Frequently Asked Questions

Do SOC 2 auditors require CIS Benchmark compliance?
No — SOC 2 does not mandate any specific hardening standard. Auditors test whether you have a documented configuration standard and whether systems conform to it. CIS Benchmarks are widely accepted as a credible standard. You could alternatively use DISA STIGs or your own documented hardening guides.
Can I use AWS Security Hub for SOC 2 evidence?
Yes. AWS Security Hub findings for the CIS AWS Foundations standard provide strong automated evidence for SOC 2 CC7.1. Export findings regularly (or via EventBridge automation) and store them as SOC 2 evidence. Show auditors consistent finding trends over the observation period.
What is the difference between CIS Level 1 and Level 2?
Level 1 configurations are recommended for all systems — they provide significant security improvement with minimal operational impact. Level 2 configurations are more restrictive and intended for environments where security is the primary concern, potentially at the cost of some functionality or performance.

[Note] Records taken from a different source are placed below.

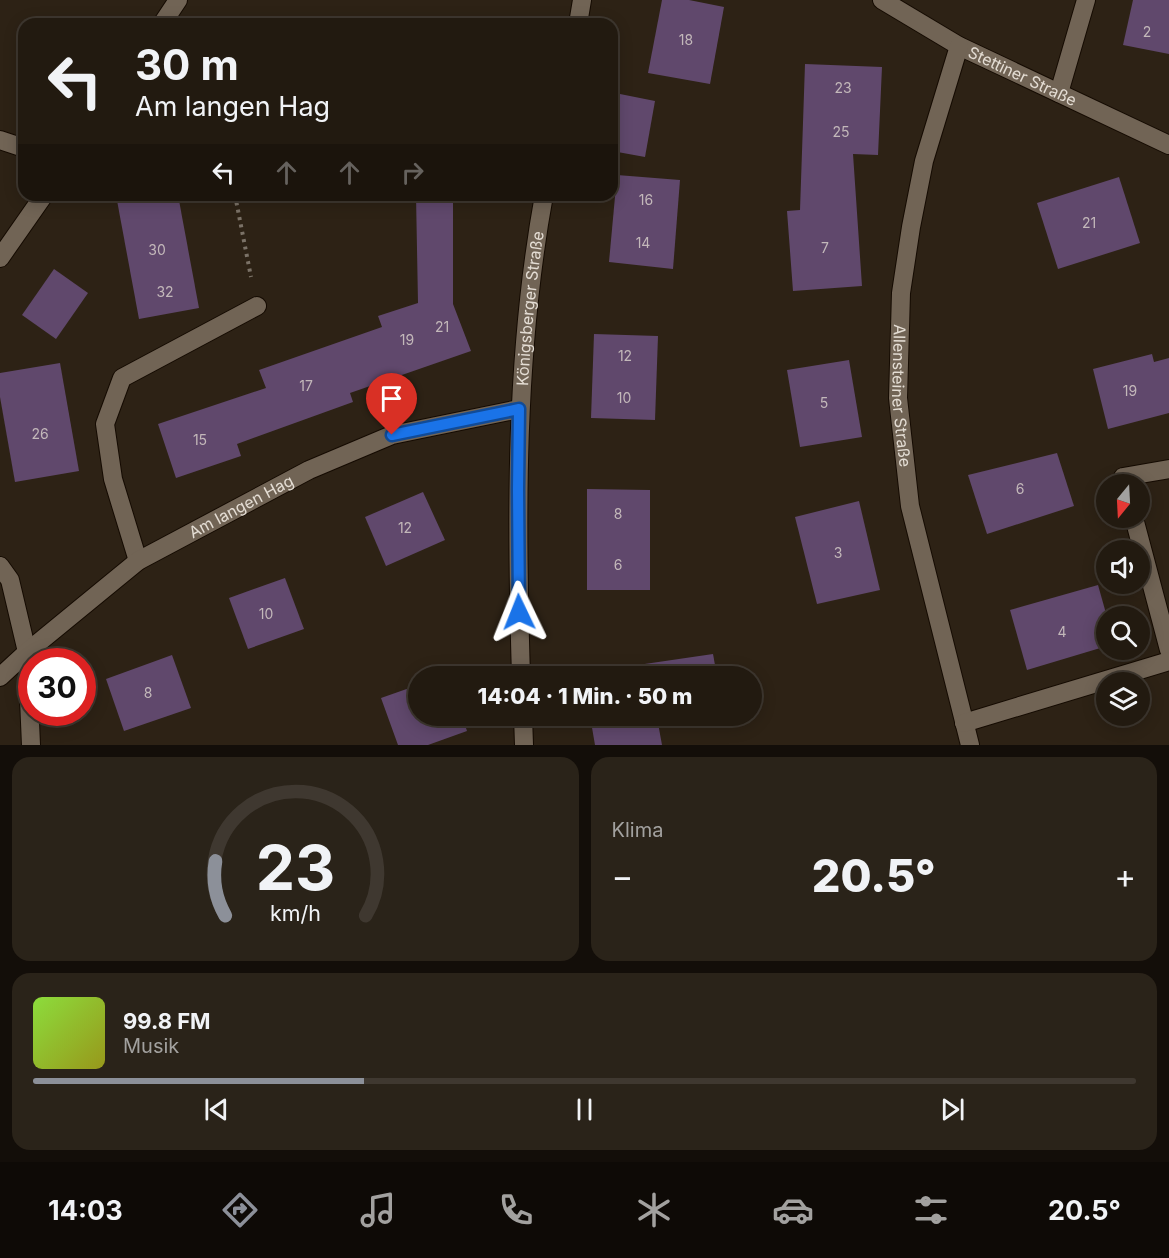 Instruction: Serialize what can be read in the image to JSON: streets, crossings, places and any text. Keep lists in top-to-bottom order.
{
  "streets": {
    "street": [
      "Stettiner Straße",
      "Königsberger Straße",
      "Allensteiner Straße",
      "Am langen Hag"
    ]
  },
  "crossings": [
    ["Stettiner Straße", "Allensteiner Straße"],
    ["Königsberger Straße", "Am langen Hag"]
  ],
  "house_numbers": [
    "2",
    "18",
    "23",
    "25",
    "16",
    "21",
    "14",
    "7",
    "30",
    "32",
    "21",
    "19",
    "12",
    "17",
    "19",
    "10",
    "5",
    "26",
    "15",
    "6",
    "8",
    "12",
    "3",
    "6",
    "10",
    "4",
    "8"
  ],
  "north": "bottom",
  "page": {
    "turn": ["30 m", "Am langen Hag"],
    "limit": "30",
    "trip": "14:04 · 1 Min. · 50 m",
    "tile": "Klima",
    "heat": ["−", "20.5°", "+"],
    "song": ["99.8 FM", "Musik"],
    "tabs": ["14:03", "20.5°"],
    "gauge": ["23", "km/h"]
  }
} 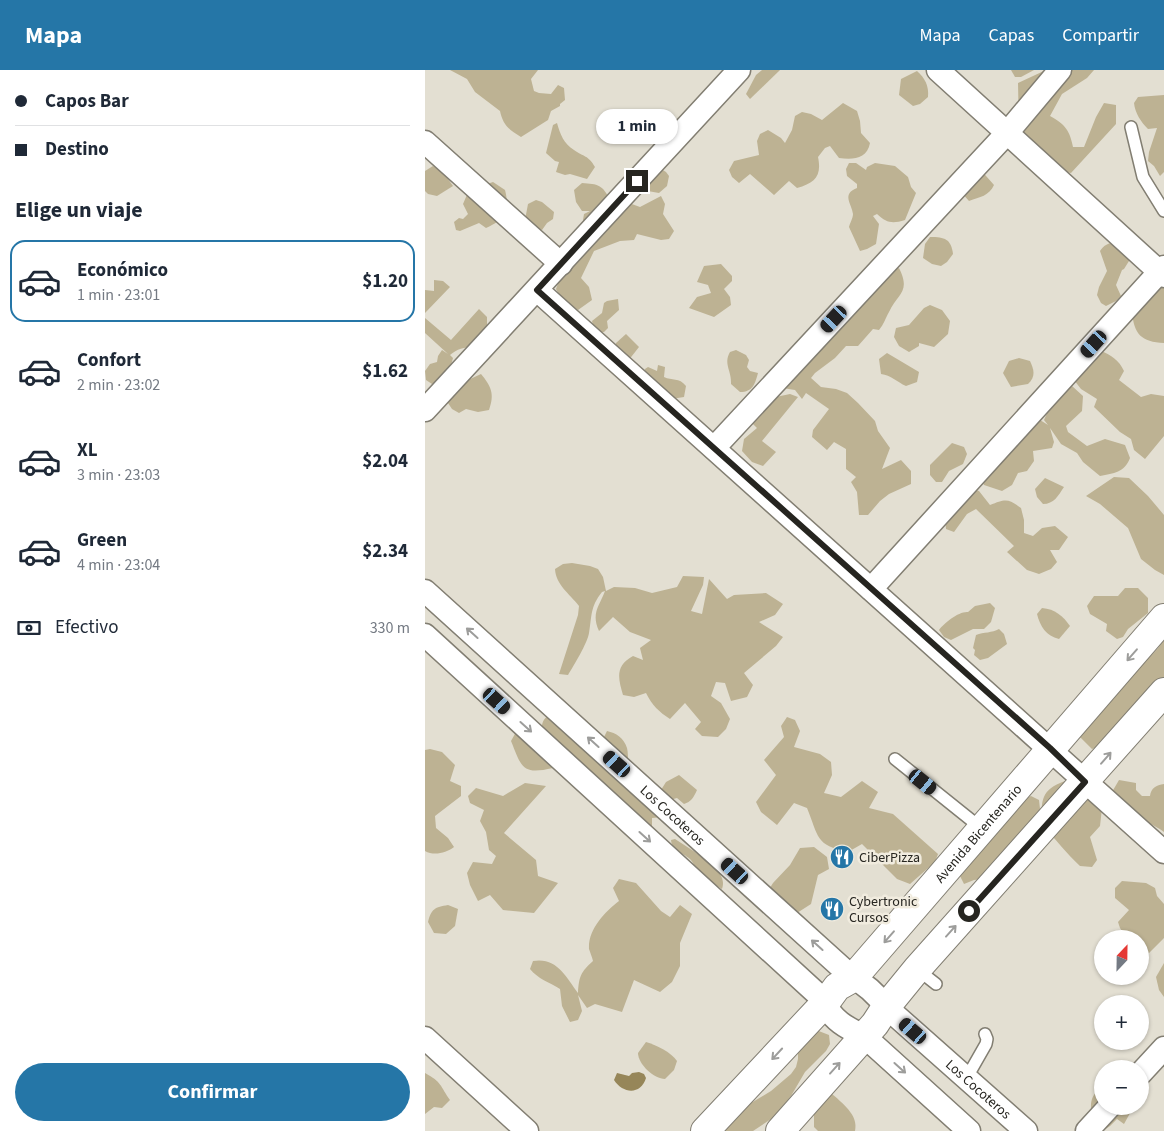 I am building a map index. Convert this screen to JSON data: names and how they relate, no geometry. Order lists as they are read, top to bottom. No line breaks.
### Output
{"streets":{"street":["Los Cocoteros","Avenida Bicentenario"]},"crossings":[["Los Cocoteros","Avenida Bicentenario"]],"places":{"restaurant":["CiberPizza","Cybertronic Cursos"]},"north":"top","page":{"header":"Mapa","nav":["Mapa","Capas","Compartir"],"banner":["Capos Bar","Destino"],"bubble":"1 min","heading":"Elige un viaje","list":[{"name":"Económico","note":"1 min · 23:01","value":"$1.20"},{"name":"Confort","note":"2 min · 23:02","value":"$1.62"},{"name":"XL","note":"3 min · 23:03","value":"$2.04"},{"name":"Green","note":"4 min · 23:04","value":"$2.34"}],"pay":["Efectivo","330 m"],"map_buttons":["+","−"],"buttons":"Confirmar"}}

Is Prowler free for CIS Benchmark scanning?
Yes. Prowler is an open-source security tool that scans AWS environments against CIS AWS Foundations Benchmark, AWS Foundational Security Best Practices, and several other standards. It is free to use and widely used by companies preparing for SOC 2 audits.
How often should I run CIS Benchmark scans for SOC 2?
For SOC 2 purposes, weekly automated scans with alerting on new failures is a practical minimum. Some companies run daily scans. The key for auditors is a consistent record showing your configuration standards were monitored and regressions were addressed throughout the observation period.